#### Problem to solve:
Take from the material every line that contains the word "Order".
##### Provided data #####
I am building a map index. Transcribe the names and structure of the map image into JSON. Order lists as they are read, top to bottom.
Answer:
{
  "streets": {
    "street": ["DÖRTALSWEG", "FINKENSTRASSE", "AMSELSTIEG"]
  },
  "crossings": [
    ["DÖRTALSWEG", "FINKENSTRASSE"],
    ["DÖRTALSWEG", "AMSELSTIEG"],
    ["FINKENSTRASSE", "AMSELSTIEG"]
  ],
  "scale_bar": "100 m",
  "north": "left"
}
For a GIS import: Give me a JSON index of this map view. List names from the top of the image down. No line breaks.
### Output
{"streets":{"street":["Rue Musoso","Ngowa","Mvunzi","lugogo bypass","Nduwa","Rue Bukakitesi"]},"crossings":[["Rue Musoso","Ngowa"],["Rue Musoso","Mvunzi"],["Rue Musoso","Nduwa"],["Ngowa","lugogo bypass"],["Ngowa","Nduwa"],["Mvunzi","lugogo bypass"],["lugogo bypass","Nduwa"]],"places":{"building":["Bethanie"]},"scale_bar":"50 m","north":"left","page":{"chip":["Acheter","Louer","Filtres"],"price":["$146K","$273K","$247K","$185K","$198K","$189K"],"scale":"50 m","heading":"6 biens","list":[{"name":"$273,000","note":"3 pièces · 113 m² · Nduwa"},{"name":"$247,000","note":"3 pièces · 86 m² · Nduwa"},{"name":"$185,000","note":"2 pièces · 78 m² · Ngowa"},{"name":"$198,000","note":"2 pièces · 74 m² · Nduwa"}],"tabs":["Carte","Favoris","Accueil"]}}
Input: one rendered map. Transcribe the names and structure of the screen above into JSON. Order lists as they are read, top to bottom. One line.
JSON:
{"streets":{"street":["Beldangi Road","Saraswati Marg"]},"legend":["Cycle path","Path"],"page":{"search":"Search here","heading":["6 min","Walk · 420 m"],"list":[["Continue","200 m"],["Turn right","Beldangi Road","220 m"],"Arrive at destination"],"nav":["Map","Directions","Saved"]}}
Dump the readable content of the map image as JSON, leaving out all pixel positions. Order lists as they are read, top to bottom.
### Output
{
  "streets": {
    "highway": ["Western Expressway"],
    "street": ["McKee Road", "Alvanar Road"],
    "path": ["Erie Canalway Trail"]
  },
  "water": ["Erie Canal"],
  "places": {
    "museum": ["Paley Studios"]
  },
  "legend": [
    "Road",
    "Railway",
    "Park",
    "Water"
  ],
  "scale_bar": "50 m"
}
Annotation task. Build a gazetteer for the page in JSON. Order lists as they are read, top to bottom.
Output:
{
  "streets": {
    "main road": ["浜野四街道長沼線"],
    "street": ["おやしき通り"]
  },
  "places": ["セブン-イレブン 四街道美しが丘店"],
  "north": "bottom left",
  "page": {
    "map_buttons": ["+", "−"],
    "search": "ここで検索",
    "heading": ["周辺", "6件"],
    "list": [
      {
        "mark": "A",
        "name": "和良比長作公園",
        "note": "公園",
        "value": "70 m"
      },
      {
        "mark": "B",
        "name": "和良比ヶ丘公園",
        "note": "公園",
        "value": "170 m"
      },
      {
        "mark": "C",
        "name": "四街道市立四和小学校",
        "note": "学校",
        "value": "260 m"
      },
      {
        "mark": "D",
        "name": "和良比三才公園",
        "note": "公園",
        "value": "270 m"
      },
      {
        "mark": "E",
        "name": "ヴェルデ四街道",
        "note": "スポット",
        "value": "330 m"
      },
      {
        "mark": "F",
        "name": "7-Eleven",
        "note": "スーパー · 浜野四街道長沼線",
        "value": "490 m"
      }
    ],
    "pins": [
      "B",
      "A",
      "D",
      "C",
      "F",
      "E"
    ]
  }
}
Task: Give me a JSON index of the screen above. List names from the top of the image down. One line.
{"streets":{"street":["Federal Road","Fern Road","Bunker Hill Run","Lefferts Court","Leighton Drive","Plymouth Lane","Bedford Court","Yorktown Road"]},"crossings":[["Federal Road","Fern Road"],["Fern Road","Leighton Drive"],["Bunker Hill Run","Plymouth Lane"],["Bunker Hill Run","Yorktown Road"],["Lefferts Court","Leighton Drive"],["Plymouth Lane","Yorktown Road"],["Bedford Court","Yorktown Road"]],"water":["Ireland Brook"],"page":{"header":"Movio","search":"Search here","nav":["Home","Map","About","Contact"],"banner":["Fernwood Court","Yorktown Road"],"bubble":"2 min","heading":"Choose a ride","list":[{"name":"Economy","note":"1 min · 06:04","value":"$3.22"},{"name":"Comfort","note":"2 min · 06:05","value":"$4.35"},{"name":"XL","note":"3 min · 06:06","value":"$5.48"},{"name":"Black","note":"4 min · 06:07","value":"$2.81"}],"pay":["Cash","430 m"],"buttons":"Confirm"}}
#####
#### Written response:
I am building a map index. Transcribe the names and structure of the map image into JSON. Order lists as they are read, top to bottom.
Input: one rendered map. Transcribe the names and structure of the screen above into JSON. Order lists as they are read, top to bottom. One line.
Dump the readable content of the map image as JSON, leaving out all pixel positions. Order lists as they are read, top to bottom.
Annotation task. Build a gazetteer for the page in JSON. Order lists as they are read, top to bottom.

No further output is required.